Barnea believes that the decision to cut off electricity to Gaza, an issue now being reviewed by Israel’s High Court of Justice, is “good news for Hamas. It provides it voluntarily with propaganda ammunition and a good excuse for failing to administer the Gaza Strip. Every shortage that will be revealed from now in the kingdom of Hamas, in fuel, basic foodstuffs or humanitarian goods, will fall on Israel’s head. Indeed, Hamas did not wait for Barak: Yesterday, before the ink had dried on the decision, Hamas complained that Israel had halted the fuel supply. Whether it had halted or did not halt it is not important. What matters is that the impression of a moral balance has been created: We are hit by Kassam rockets. They are fuel starved. We and Hamas are in the same boat.”

“Why is Barak doing this nonsensical act?” asks Barnea. “First of all, because in the absence of a solution to the Kassam rocket problem, even a media spin can serve as a solution, just so long as no one knows that the defense minister’s mind is empty of ideas. Secondly, because it looks wonderful in the Internet comments: Every eight-year old who wants to express himself voices his enthusiastic support. Finally, writes the child, we have a defense minister with balls. But why complain about Barak. We have a prime minister who is willing to accept this folly silently, just to keep from rocking the boat. We have a foreign minister who is supposed to warn of the diplomatic damage, but she too is silent. We have a president who is supposed to represent the moral aspect of our life, but he too is silent.”

15 thoughts on “Israeli columnist: Cutting Gaza’s fuel supply is just “spin”

  1. There are only two ideas that I can imagine explain the action.

    1. Barak intends to trash the meeting, for who knows what reason (permanent failure of any negotiations, or temporary distraction “until the conditions are right”.)
    2. Barak thinks that it is a statement of alliance with Fatah, that Fatah dislikes Israel now less than it dislikes Hamas.

    Both are failed reasonings, that seem to lead to inane results.

  2. Richard,

    Number #2 is probably closer to what is on Barak’s mind. I’ve heard from Meretz friends that some of the fiercest opposition to Israeli negotiations with Hamas comes from Fatah.

  3. Thanks for this note of sanity, Dan, and I do admire your intrepid efforts to find some kind of moral compass in a country, Israel –and in a pro-Israel community in the U.S.– that has clearly lost it. (Seriously, I’m not being flippant, guy. I’ve come down hard on you in my comments but I do admire you, even if I think you are fighting a losing battle to try to preserve some kind of ethical Zionism).

    It’s clearly not easy for any Israeli leader to act reasonably, because that doesn’t buy votes. But when they inflict more suffering on Palestinians just do show they are doing something, for the sake of appearances, then in some ways that is even worse than targeted assasinations or long lines at checkpoints–at least the latter have some kind of ostensible “purpose.”

  4. Marco,

    What would you do if you were the defense minister or prime minister of Israel? Ignore the Kassams? Evacuate Sderot? Any bright ideas or are you just enjoying the sport of criticising Israelis who are in an impossible sitation?
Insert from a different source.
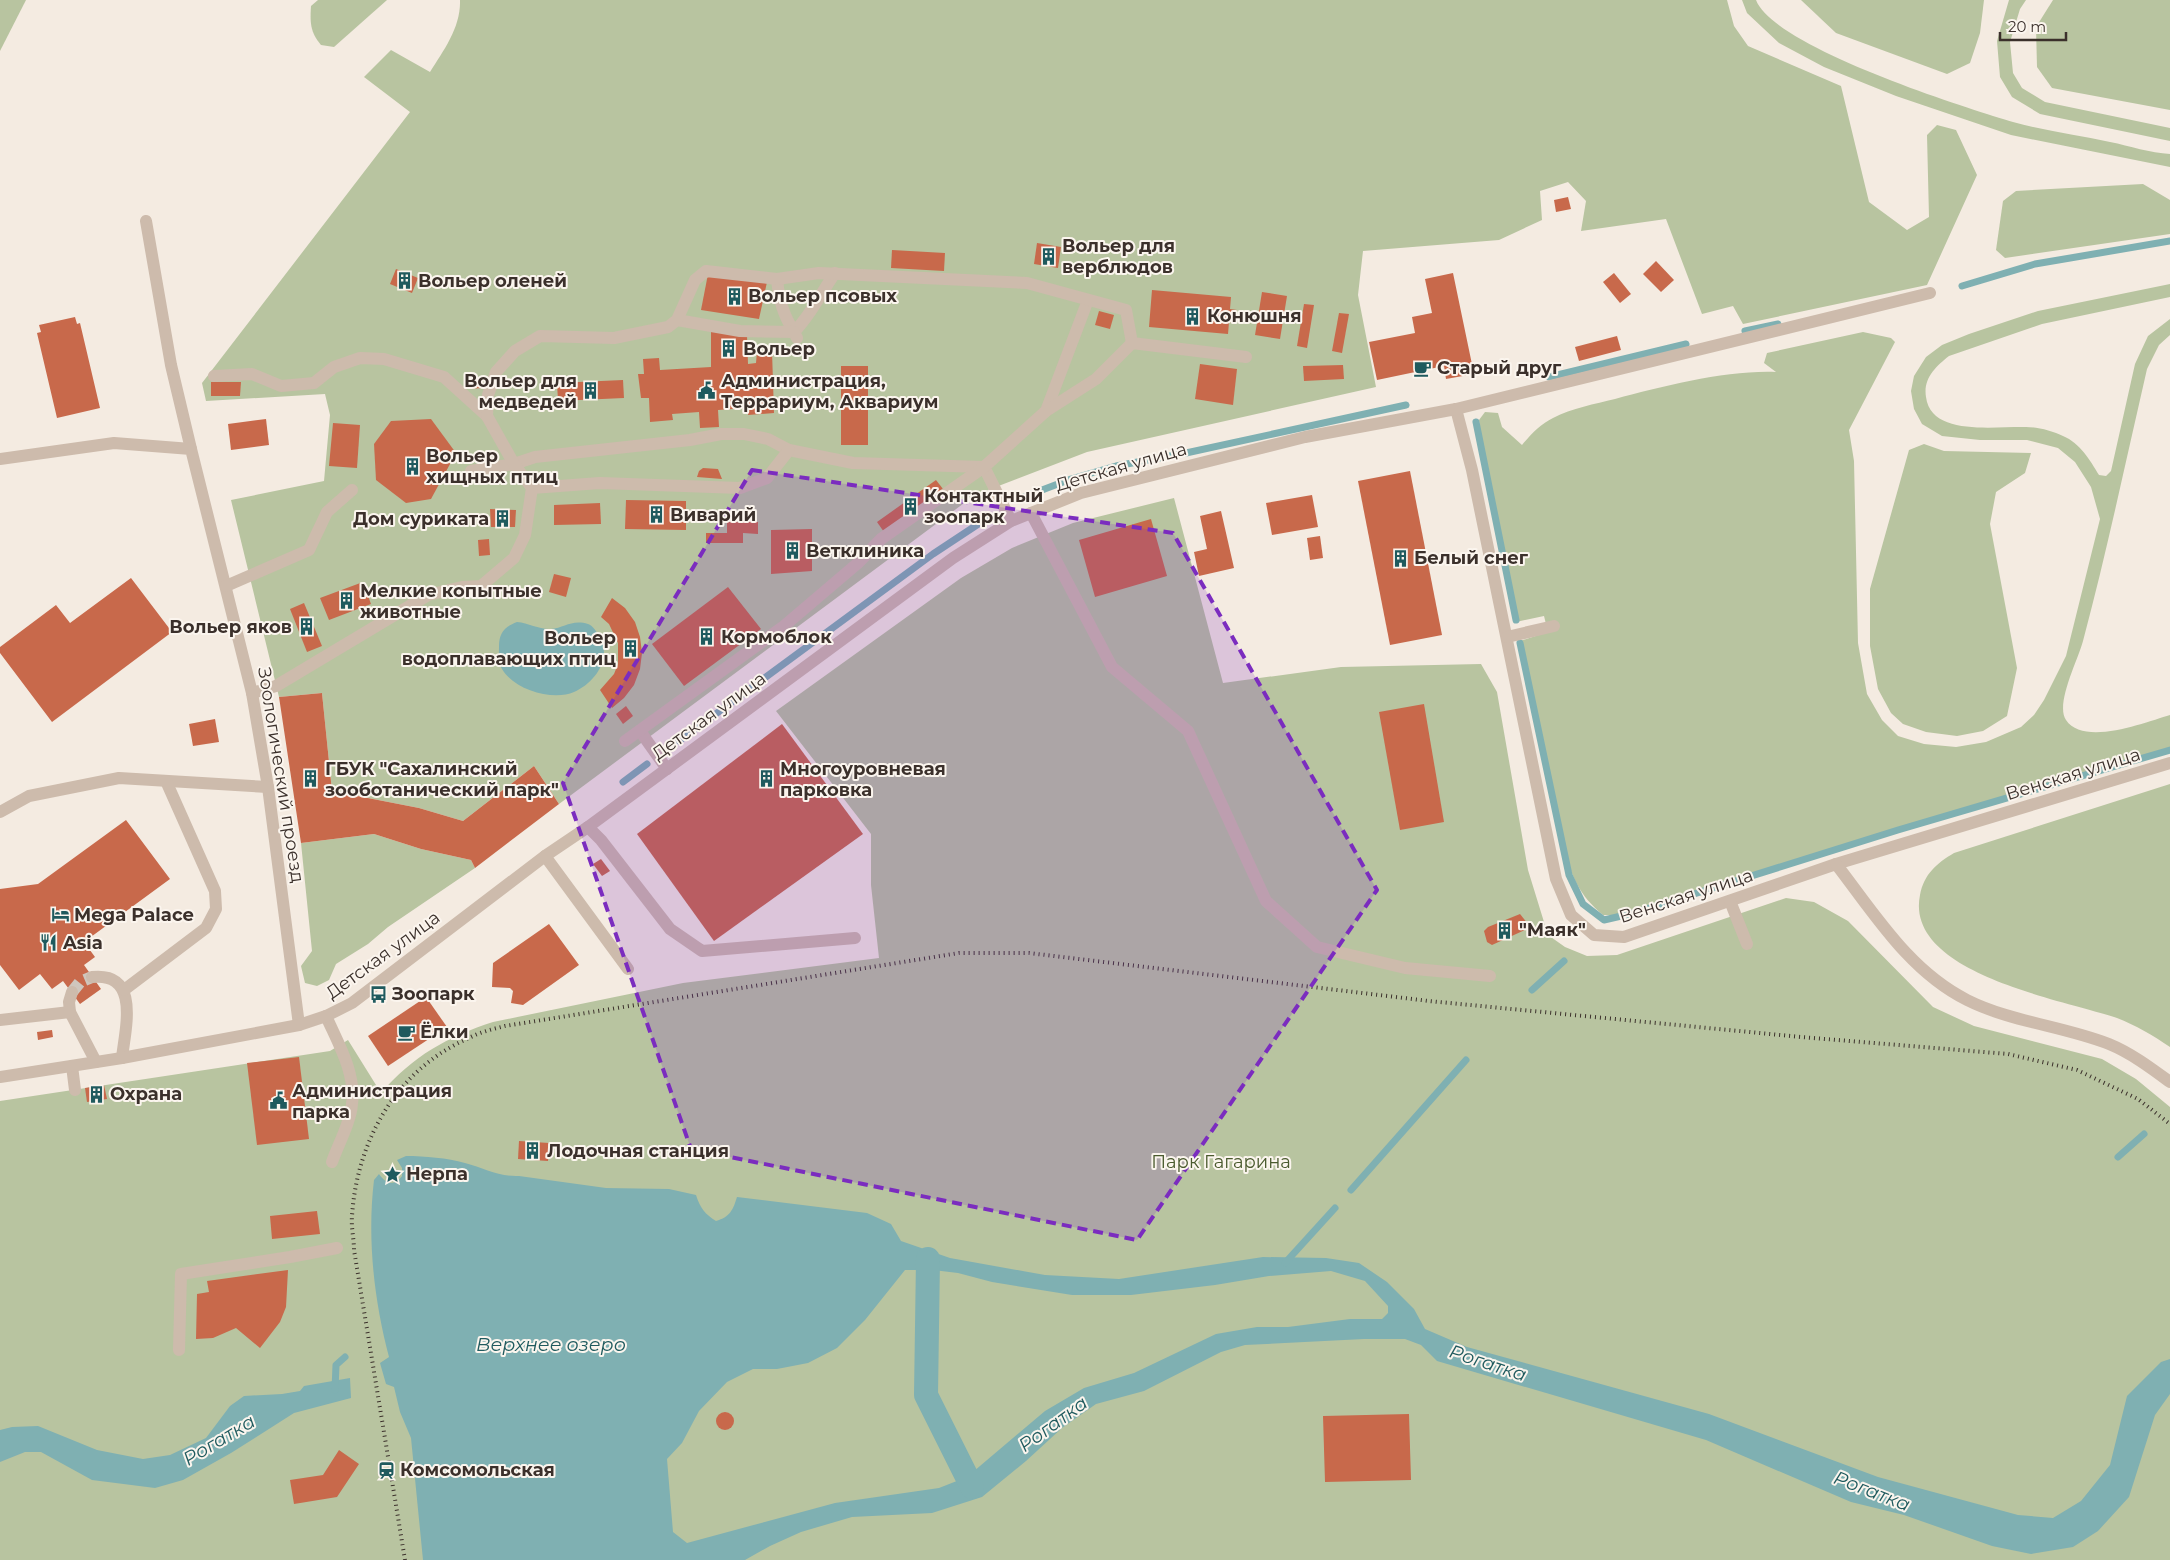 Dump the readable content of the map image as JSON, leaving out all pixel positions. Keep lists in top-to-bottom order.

  5. And still the task is to move from the present to the future.

    Rachel’s question of you is THE relevant one.

    What do you propose?

  6. Folks, I am also bereft of good ideas and have never felt more pessimistic. I do think that engaging with Hamas at a diplomatic level and striving for a formal “truce” would at least have a chance of putting them in a situation where they are compelled to clamp down on the rockets. But I am not optimistic and, as Teddy notes. Fatah does not want that to happen, either…Sorry to disappoint.

  7. My proposal is as follows:

    1. Negotiate for the green line (with mutually consenting modifications) as the border.

    2. Permit residents to remain where they are physically, with citizenship determined on a geographic basis. Those Jewish settlers that wish to remain in Palestine, do so as Palestinian citizens, with no pretense of civil rights in Israel.

    3. Permit legal proceedings on all land claims in both Israel and Palestine, with the opportunity to perfect title by compensation for settlers and of 1948 and succeeding displacement of Palestinians.

    4. Remove all racial or religious preferences in both Palestine and Israel (property ownership, freedom of movement, etc.) with the exception of right of return of Jews to Israel and Palestinians to Palestine (expedited immigration proceedings solely).

    That solution preserves a Jewish majority in Israel, while granting full civil rights to minorities, and similarly in Palestine. It establishes the present as the reference point for sovereignty, compels common standards for land title assertion that can be consistently applied from the present forward.

    It provides a path for restitution for contested claims, rather than the rhetorical “turn back the clock” (to some imagined past).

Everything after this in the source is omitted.